Moreover, while he might not be the strongest fighter in the world, Red has gone from striving to break his limits to living far below them. Everyone can tell on some level he is not what he appears to be. In a very real way, he is wasting his potential. Is it moral for him to help so much less than he is able to or is this his just reward for raising the hero who will save the world? It's a good question and one I look forward to exploring as the anime progresses.

Rebecca Silverman

This is, I suspect, one of those series that is better read than watched. In this case, that's because the pacing in the early chapters of the source light novels is, if not quite glacial, then at least very, very slow as the author establishes who Red is (and was) and what he's doing in Zoltan. And while the story is never what you'd call “rip-roaring,” it does even out more later on in terms of the pacing of events. This episode, however, is trying to get us to the point where things can move more quickly, and that means getting Red his longed-for apothecary as expediently as possible.

It does still do a decent job of letting us know more about who Red is and why he's so keen on having his very own backwoods pharmacy. Prior to showing up in Zoltan, which is basically the last place on earth anyone goes, Red was actually Gideon Ragnason, and a member of the Hero's party. Ruti, the Hero herself, is actually his younger sister, and while we don't know much about how the party was formed yet, we do know that Gideon was a class known as “Guide,” which most people appeared to take to mean that he was to guide her on the first part of her journey. And by “people,” I mean Ares, a spiteful man who took it upon himself one day to inform Gideon that he was no longer required by Ruti and that he should just do them all a favor and leave.

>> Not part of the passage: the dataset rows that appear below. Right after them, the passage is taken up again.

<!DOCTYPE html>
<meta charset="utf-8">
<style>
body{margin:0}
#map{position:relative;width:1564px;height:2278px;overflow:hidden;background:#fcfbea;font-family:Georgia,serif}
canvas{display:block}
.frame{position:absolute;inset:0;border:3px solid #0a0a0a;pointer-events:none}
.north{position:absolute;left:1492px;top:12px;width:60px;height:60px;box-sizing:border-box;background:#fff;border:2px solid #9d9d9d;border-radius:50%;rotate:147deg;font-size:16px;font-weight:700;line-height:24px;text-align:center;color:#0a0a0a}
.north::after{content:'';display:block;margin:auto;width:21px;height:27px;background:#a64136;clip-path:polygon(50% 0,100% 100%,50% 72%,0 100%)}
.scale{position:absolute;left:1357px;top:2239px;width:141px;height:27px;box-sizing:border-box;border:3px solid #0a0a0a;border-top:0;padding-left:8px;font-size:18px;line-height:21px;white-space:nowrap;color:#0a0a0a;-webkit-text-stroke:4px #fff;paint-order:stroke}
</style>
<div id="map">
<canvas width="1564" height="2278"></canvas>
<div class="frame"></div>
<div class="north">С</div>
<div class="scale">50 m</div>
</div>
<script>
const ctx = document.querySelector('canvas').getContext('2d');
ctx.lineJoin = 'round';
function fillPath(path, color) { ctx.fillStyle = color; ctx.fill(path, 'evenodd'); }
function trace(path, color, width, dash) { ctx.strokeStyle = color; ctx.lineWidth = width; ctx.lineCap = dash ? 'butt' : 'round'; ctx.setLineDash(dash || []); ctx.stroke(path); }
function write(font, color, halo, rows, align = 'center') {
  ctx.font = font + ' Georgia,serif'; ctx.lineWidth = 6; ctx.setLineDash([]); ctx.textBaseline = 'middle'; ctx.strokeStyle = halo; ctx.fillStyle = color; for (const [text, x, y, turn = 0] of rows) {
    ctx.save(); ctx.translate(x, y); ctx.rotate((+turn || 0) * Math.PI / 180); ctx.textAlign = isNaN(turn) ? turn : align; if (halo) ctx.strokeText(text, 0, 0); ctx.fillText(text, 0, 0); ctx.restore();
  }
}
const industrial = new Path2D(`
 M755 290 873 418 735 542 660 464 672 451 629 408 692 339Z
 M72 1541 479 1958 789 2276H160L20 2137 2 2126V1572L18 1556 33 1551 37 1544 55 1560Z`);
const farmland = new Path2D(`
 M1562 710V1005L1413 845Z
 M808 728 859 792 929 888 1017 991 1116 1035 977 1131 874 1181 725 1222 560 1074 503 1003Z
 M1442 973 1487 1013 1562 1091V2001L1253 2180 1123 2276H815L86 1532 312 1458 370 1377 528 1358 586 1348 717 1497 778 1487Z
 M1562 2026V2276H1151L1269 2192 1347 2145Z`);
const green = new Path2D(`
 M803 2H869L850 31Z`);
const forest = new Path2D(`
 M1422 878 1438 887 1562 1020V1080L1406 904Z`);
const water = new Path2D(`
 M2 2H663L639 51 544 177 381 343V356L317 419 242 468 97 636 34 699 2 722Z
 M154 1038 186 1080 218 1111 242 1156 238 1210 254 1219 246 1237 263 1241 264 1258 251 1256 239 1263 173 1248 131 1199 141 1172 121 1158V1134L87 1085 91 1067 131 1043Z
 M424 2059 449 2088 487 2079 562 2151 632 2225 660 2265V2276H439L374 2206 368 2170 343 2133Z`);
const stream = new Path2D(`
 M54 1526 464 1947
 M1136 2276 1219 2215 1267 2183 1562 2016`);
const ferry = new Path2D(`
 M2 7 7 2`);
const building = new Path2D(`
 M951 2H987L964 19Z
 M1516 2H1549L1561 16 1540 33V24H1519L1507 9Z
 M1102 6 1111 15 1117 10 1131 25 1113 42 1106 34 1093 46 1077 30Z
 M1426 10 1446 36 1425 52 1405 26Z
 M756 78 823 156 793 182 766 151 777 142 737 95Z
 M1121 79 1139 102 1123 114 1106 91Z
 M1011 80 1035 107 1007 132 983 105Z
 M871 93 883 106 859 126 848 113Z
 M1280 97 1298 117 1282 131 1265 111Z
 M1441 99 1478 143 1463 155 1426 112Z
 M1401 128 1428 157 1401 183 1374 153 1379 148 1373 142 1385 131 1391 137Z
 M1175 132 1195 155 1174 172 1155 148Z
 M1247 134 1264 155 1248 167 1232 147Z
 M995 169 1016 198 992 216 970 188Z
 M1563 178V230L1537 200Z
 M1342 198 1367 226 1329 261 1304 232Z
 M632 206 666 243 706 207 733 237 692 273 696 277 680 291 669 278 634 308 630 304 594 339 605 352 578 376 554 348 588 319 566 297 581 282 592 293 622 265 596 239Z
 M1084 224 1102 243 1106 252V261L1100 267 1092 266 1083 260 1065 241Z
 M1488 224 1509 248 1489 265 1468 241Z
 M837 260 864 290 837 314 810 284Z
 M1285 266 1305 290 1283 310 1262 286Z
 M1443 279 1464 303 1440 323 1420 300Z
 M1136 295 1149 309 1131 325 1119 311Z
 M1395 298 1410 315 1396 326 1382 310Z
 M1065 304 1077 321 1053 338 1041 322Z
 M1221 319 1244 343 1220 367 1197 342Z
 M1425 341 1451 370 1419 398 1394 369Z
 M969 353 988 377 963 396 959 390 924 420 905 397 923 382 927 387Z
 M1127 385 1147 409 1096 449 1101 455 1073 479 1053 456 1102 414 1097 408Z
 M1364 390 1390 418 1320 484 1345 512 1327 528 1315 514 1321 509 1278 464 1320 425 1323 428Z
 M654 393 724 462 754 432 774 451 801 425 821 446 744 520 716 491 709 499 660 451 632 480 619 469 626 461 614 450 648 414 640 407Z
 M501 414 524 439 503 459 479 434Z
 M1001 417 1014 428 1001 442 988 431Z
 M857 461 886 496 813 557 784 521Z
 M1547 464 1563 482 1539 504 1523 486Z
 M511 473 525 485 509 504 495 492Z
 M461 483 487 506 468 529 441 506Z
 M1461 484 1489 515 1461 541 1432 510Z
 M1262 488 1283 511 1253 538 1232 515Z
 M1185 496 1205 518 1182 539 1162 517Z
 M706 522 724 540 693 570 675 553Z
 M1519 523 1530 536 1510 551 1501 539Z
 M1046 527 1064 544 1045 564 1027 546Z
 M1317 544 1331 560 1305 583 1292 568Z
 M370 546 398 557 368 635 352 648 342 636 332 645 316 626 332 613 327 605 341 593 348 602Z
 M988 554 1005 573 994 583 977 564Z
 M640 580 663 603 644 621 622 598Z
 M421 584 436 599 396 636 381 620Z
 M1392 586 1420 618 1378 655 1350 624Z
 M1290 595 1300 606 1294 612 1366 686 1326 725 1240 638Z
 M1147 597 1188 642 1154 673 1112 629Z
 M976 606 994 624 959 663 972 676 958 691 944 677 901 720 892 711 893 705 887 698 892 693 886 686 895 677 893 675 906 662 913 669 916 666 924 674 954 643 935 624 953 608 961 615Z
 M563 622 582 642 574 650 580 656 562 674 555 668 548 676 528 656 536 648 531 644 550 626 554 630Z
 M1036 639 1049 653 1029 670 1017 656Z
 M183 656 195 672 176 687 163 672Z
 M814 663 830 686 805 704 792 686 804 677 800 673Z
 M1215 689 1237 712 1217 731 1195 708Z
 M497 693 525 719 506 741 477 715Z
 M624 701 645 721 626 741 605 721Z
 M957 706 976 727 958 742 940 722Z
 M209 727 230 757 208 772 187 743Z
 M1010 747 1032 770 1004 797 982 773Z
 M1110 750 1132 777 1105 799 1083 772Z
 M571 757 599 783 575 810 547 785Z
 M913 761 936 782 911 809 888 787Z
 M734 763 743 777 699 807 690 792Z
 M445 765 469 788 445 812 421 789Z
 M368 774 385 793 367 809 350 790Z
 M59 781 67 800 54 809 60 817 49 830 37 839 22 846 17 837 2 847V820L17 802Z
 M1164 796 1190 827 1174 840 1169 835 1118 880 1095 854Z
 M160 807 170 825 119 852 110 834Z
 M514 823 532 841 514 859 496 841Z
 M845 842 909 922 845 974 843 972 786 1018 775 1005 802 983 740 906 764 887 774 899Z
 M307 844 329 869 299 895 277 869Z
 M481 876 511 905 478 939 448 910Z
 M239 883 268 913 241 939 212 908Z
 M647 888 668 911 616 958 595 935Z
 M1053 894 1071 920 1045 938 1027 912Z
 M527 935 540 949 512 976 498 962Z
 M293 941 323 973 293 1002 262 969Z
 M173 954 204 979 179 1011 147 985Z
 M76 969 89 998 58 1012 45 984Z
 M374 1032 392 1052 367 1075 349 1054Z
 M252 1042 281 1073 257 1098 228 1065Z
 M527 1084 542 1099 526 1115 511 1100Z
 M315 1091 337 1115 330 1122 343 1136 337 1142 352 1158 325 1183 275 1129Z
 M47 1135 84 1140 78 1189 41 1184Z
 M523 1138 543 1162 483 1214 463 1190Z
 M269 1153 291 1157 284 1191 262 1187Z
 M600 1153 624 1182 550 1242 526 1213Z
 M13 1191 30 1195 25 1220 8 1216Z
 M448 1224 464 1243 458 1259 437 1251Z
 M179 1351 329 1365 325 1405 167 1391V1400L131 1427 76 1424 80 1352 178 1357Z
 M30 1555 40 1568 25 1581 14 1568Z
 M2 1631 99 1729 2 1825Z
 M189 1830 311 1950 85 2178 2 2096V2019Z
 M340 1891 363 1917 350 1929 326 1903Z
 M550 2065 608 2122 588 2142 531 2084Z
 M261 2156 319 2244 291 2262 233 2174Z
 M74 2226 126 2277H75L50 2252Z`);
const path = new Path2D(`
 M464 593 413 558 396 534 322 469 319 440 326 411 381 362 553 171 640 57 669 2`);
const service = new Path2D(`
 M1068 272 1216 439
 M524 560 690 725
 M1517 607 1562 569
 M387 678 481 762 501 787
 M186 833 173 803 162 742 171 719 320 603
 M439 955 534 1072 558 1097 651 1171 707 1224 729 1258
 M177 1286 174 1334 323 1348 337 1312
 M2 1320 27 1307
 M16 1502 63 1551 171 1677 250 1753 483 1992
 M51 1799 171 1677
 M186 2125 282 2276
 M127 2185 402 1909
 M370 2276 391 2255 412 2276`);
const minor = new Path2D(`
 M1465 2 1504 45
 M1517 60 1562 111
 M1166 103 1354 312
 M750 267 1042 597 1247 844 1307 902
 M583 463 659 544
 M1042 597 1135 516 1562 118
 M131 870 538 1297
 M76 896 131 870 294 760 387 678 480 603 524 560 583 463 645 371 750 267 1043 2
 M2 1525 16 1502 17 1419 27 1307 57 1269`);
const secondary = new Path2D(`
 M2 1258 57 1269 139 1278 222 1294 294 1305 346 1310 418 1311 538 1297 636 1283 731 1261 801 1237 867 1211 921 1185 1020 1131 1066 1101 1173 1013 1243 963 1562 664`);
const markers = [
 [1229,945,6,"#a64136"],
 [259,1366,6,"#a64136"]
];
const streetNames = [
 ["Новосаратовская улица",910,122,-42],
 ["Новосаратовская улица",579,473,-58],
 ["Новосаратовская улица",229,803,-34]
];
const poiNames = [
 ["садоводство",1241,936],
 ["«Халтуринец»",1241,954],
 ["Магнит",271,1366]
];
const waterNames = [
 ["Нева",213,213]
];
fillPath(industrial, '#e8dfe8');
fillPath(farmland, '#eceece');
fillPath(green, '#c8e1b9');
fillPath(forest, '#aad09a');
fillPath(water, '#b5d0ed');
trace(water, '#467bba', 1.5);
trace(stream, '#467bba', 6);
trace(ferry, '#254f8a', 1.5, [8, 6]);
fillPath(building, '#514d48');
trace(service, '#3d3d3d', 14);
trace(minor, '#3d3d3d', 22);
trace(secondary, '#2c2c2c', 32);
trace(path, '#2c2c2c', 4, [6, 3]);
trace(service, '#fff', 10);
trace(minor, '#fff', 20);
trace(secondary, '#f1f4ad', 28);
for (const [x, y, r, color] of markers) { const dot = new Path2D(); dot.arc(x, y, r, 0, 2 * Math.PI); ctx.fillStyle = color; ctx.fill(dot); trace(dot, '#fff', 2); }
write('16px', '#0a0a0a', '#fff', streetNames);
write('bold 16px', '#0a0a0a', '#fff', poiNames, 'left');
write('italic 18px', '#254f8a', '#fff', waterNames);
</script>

It's definitely striking that it's Ares, not Ruti herself, who kicks Gideon out of the party, because that could suggest that he's acting on his own without her knowledge; in fact, Gideon basically acknowledges that when he comes up with a story for Ares to tell the others. That also means that Ares is very likely full of it and that Gideon was not holding Ruti (or anyone else) back, but rather that Ares was able to play upon Gideon's insecurities with his odd Blessing (a gods-bestowed gift, basically an RPG class assignment) to get rid of him for his own potentially nefarious reasons. We don't know a whole lot about what “Guide” entails, but Ares acts like it's a pretty nothing Blessing, and if enough people have been telling Gideon that, it makes sense that he'd start to believe in his own uselessness.

We can see that he's anything but, of course, and so can the townsfolk of his new hometown. Red is strong and smart, able to compound medicines no one else can and even to take down serious threats. He's also got more common sense than the local adventurers, who think nothing of burning down a forest to kill an owlbear, never mind what that might do to the important, life-saving herbs that grow there. Some of this is just Red's greater experience back when he was Gideon, but a lot of it is also that he's got nothing to prove and no one to prove it to: all he wants now is to live peacefully.

If you've read the books, or just made an inference from the opening and ending themes, you know that the blonde girl, Rit, is going to become part of Red's new life and that his past as a member of Ruti's party is going to catch up with him. Whether the show picks up the pace at that point is up for debate, but this is likely to be either a relaxing watch or a boring one, depending on your perspective. I'll be sticking with the books.